This release contains forward-looking statements, including those pertaining, but not limited to expectations regarding: early signs of a rebound in technology spending; the expectation that there will be further improvements in the demand environment for both the oscilloscope and protocol markets; anticipated continued growth in mobile data and media; favorable technology cycles in USB, storage, and PCI Express; signs of a global rebound in corporate technology spending to continue in fiscal 2010 and 2011; ability to gain market share in oscilloscopes and capitalize on emerging protocol standards as fiscal 2010 unfolds; positive customer response to our refreshed product line; the belief that a leaner cost structure will provide us with upside bottom-line leverage as favorable demand-side trends develop and the success of the cost-reduction initiatives; the ability to improve our balance sheet with a continued focus on inventory and cash management; and LeCroy's anticipation of revenues for the third quarter of fiscal 2010 in the range of $31.5 million to $32 million, with non-GAAP operating margins in the range of 7.5% to 8%.

Actual performance and results of operations may differ materially from those projected or suggested in the forward-looking statements due to certain risks and uncertainties including, without limitation, adverse changes in general economic or political conditions in any of the major countries in which LeCroy does business; volume and timing of orders received; changes in the mix of products sold; competitive pricing pressure; the availability and timing of funding for the Company's current products; delays in development or shipment of LeCroy's new products or existing products; introduction of new products by existing and new competitors; failure to successfully manage transitions to new markets; failure to anticipate and develop new products and services in response to changes in demand; failure to obtain and maintain cost reductions; difficulty in predicting revenue from new products; disputes and litigation; inability to protect LeCroy's intellectual property from third-party infringers; failure to manage LeCroy's sales and distribution channels effectively; disruption of LeCroy's business due to catastrophic events; risks associated with international operations; fluctuations in foreign currency exchange rates; changes in, or interpretations of, accounting principles; inventory write-down; impairment of long-lived assets; valuation of deferred tax assets; unanticipated changes in, or interpretations of, tax rules and regulations; LeCroy's inability to attract and retain key personnel; LeCroy's inability to purchase our convertible debt; and interruptions or terminations in LeCroy's relationships with turnkey assemblers. 

For further discussion of these and other risks and uncertainties, individuals should refer to LeCroy's SEC filings, which are available at the Company's website www.lecroy.com. The financial information set forth in this press release reflects estimates based on information available at this time.
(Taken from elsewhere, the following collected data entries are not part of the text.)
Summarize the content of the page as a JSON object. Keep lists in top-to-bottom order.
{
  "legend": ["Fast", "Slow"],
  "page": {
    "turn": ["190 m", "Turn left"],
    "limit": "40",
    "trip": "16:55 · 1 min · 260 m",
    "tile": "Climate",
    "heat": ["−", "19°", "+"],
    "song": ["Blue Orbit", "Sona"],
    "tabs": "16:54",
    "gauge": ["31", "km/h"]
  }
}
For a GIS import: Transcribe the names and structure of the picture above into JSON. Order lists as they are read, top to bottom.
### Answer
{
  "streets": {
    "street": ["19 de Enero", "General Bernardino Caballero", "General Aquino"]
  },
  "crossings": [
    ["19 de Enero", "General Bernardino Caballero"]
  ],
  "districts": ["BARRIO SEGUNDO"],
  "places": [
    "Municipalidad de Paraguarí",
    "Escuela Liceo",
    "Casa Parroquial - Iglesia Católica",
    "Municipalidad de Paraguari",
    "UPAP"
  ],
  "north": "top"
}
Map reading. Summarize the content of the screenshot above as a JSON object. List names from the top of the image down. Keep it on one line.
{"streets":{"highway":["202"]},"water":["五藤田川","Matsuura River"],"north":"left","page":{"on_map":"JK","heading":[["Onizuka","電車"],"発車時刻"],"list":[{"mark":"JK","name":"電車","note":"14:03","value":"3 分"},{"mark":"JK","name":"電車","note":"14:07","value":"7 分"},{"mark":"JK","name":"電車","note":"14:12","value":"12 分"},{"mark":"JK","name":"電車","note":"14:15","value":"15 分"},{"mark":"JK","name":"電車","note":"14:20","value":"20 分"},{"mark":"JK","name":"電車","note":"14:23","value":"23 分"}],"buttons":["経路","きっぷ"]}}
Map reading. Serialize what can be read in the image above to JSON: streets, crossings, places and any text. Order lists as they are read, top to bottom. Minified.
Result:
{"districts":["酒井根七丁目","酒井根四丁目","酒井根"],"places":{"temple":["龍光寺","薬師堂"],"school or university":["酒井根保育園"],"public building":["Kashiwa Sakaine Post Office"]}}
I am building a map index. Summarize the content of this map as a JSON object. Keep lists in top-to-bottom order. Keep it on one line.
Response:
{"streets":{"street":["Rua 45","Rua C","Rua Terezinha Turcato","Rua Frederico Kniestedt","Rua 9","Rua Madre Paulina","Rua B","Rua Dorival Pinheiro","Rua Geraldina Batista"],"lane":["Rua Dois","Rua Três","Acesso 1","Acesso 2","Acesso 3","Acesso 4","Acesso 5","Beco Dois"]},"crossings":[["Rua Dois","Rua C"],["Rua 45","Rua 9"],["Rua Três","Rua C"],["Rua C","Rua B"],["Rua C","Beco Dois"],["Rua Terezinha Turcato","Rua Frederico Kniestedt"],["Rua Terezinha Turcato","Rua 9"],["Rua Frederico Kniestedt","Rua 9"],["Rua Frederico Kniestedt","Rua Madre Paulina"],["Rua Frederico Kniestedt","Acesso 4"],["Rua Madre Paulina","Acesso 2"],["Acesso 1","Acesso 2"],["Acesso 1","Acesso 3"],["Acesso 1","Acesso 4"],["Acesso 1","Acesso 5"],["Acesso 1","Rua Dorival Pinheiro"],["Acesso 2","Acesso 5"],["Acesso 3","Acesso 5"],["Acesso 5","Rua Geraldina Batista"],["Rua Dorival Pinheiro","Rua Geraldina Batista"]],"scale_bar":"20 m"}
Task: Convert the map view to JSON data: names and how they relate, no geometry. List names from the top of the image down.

These amounts could differ from actual reported amounts stated in LeCroy's Quarterly Report on Form 10-Q for the second quarter ended January 2, 2010, which the Company expects to file in February 2010.

LeCroy undertakes no obligation to publicly update forward-looking statements, whether because of new information, future events or otherwise. Further information on potential factors that could affect LeCroy Corporation's business is described in the Company's reports on file with the SEC.

Use of Non-GAAP Financial Measures 

Certain disclosures in this press release include "non-GAAP financial measures." A non-GAAP financial measure is defined as a numerical measure of a company's financial performance, financial position or cash flows that excludes or includes amounts so as to be different from the most directly comparable measure calculated and presented in accordance with GAAP in the Consolidated Balance Sheets, Consolidated Statements of Operations or Cash Flows of the Company.

The non-GAAP results are a supplement to the financial statements based on generally accepted accounting principles ("GAAP"). The Company believes this presentation provides investors and LeCroy management with additional insight into its underlying results because of the materiality of certain primarily non-cash charges. The Company excludes these expenses when evaluating core operating activities and for strategic decision making, forecasting future results and evaluating current performance.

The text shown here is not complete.